State of play: Year-over-year wage growth for restaurant workers in the San Francisco metro area rose slightly to 4.6% in October, from 3.6% in September. But that's down from a peak of 9.1% in April 2018, though growth crossed the 8% mark in 2020 and 2022.
- The data comes by way of Square's new third-quarter restaurant industry report, and includes base wages, tips and overtime.
The big picture: Nationally, restaurant workers' wages grew 4.9% year over year nationwide in October.
- That's slowed from peak growth of 10.5% in December 2021, when the average base wage was $12.60 and average hourly earnings totaled $15.85.
Why it matters: Restaurant workers in the Bay have long struggled to keep pace with the region's high costs of living. The pandemic fueled a wave of resignations in the sector as restaurants sought to retain and recruit employees.
- In San Francisco, the number of people who work in food services or food handling dropped 55% from 2019 to 2022, according to a San Francisco Chronicle analysis of census data.
- In a bid to ensure more equitable pay across staff, several restaurants in the city are trying to move away from tipping and instead raise prices or add a flat surcharge to final bills.
- Some food services employees in the Bay have also turned to strikes to win raises and better benefits.
Of note: The city raised the minimum wage from $16.99 to $18.07 in July — the largest increase in eight years.
- Minimum wage for food workers in California will also increase to $20 per hour starting in April under legislation signed into law in September.
Driving the news: Restaurants' costs are up in part because of inflation, and consumers are often reluctant to pay higher prices because they're also getting hit with higher costs elsewhere.
- Discretionary spending on dining out is often the first thing to go when times get a little tougher — and tips may be shrinking, especially amid a growing sense of "tipping fatigue."

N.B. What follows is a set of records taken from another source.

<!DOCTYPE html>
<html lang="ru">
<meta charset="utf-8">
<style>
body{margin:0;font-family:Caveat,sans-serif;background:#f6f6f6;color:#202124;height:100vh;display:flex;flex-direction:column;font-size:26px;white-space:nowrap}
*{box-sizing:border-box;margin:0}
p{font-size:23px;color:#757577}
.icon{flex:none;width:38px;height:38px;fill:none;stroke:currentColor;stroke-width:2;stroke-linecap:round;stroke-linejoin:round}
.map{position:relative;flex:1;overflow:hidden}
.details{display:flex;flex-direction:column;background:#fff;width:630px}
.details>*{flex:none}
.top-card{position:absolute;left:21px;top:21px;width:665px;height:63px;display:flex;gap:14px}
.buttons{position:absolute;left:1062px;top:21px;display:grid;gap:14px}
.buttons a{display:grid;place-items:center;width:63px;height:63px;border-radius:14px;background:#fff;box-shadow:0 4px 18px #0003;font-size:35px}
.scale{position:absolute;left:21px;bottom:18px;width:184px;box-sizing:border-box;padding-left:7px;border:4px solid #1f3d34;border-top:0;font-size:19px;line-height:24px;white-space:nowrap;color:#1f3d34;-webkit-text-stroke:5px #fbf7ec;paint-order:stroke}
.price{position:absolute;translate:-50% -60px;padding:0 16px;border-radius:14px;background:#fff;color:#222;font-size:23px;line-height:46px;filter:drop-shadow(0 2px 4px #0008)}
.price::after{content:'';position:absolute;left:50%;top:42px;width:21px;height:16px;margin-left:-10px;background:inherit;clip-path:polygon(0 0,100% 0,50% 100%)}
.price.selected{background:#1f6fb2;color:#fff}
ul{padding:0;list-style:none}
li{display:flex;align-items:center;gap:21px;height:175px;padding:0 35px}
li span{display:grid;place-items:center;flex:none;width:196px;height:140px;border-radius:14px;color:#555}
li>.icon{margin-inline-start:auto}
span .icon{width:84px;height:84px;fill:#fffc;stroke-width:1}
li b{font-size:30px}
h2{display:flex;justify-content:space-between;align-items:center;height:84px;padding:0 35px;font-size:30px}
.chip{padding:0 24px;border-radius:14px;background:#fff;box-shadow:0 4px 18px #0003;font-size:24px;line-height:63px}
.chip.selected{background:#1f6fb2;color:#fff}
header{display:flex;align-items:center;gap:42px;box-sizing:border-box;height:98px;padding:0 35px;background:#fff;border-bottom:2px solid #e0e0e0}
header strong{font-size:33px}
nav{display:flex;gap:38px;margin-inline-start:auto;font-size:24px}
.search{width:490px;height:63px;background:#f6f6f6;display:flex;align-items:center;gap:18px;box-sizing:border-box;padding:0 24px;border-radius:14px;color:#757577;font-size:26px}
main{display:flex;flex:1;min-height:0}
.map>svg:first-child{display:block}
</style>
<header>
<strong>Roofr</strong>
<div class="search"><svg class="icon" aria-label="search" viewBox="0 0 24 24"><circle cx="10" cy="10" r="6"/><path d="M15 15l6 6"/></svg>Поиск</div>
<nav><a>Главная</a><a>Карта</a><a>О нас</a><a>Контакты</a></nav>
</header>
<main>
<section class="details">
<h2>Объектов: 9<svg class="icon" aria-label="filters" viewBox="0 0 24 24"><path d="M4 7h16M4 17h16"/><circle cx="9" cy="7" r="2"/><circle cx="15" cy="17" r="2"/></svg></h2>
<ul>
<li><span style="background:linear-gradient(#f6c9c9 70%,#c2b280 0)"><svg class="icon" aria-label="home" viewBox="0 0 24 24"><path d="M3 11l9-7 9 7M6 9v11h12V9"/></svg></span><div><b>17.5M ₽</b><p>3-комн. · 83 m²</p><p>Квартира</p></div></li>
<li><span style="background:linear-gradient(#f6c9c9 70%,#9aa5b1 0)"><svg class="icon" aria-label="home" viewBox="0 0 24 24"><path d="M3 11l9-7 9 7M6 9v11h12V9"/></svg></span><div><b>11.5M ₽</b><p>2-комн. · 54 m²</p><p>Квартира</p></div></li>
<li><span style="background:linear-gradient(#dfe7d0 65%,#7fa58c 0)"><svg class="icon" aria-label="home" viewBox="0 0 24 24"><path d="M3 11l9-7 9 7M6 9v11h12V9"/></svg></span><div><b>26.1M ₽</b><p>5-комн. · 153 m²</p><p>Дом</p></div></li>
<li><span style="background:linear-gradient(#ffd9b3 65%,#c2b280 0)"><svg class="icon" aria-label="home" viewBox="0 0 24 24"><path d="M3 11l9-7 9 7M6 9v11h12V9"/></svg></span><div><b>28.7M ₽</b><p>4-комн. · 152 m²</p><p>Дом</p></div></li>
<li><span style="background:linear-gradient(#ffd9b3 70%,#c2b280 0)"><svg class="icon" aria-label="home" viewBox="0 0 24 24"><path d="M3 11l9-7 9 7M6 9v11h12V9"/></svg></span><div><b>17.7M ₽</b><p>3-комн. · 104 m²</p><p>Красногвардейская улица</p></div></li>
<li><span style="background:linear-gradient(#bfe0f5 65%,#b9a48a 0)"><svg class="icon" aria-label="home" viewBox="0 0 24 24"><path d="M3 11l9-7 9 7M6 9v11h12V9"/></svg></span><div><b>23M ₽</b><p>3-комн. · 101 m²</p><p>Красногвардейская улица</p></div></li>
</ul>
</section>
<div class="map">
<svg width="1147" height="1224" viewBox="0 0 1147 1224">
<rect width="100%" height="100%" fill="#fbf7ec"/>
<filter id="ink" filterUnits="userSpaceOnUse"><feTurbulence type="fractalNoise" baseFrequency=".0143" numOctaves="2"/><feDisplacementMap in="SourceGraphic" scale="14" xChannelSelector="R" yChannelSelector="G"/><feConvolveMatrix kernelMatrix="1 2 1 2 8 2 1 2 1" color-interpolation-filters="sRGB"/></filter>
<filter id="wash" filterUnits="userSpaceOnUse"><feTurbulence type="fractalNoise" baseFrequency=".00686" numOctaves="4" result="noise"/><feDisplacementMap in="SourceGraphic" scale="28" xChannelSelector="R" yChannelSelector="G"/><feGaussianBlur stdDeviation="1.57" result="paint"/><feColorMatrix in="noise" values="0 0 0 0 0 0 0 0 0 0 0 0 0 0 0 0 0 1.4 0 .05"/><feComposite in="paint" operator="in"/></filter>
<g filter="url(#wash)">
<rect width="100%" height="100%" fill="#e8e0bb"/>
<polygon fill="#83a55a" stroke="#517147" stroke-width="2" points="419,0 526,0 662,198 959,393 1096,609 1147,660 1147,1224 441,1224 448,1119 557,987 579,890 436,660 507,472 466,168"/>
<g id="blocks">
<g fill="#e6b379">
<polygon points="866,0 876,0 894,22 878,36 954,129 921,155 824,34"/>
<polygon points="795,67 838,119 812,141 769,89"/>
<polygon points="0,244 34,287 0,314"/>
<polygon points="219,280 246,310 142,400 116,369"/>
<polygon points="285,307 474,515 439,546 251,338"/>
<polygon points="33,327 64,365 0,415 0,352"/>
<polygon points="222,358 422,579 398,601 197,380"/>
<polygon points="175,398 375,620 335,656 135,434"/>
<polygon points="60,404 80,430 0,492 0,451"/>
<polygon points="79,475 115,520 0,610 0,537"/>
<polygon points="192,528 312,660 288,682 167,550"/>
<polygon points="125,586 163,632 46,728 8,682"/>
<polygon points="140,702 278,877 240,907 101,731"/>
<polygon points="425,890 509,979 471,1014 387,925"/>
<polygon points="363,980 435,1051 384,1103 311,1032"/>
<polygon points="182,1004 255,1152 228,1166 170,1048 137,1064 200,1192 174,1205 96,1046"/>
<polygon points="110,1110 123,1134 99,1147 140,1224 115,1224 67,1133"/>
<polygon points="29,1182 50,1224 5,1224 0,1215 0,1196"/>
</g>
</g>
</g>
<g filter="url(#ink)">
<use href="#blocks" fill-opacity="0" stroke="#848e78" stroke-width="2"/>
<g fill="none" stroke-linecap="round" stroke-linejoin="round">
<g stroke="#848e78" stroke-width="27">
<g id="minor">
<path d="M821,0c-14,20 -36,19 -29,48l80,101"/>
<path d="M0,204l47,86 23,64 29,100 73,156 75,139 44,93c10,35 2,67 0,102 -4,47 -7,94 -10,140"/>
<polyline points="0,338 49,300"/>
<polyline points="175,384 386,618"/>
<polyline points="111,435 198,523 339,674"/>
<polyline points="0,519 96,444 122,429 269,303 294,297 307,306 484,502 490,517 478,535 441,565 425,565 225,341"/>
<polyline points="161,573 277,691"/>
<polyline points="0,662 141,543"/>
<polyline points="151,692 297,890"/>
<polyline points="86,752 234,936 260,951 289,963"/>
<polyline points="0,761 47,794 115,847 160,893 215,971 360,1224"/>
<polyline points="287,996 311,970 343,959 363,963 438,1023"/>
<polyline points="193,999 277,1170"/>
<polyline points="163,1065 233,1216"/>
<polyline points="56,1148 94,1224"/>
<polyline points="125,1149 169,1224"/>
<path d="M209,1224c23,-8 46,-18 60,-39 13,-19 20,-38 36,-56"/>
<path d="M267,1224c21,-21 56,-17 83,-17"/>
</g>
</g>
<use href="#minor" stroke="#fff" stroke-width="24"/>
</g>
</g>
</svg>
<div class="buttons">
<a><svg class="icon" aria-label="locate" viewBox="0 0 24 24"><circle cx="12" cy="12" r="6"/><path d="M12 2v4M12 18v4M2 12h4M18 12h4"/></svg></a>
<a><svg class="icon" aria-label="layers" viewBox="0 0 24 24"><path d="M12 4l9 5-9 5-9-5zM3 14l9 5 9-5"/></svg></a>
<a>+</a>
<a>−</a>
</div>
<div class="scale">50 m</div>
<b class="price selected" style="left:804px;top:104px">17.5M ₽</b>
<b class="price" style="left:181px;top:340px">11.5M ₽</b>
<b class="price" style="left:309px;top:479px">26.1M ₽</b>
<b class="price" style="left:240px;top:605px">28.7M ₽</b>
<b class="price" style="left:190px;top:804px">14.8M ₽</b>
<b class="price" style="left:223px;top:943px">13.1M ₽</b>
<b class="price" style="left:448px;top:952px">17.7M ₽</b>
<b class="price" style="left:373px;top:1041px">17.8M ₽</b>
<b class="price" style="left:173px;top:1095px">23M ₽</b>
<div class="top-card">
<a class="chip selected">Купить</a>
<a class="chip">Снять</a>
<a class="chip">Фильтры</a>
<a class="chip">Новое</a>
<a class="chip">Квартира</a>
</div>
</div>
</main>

Be smart: Wage growth is best considered alongside inflation, which was 3.2% in October. If your salary didn't increase beyond that, your wage didn't really grow at all.
- Of course, everybody experiences inflation differently.
Between the lines: Some of what's happening here is also being driven by the fact that most of America's downtowns still haven't fully recovered from the pandemic — meaning there are fewer people visiting bars and restaurants in many cities, and thus fewer bills and tips.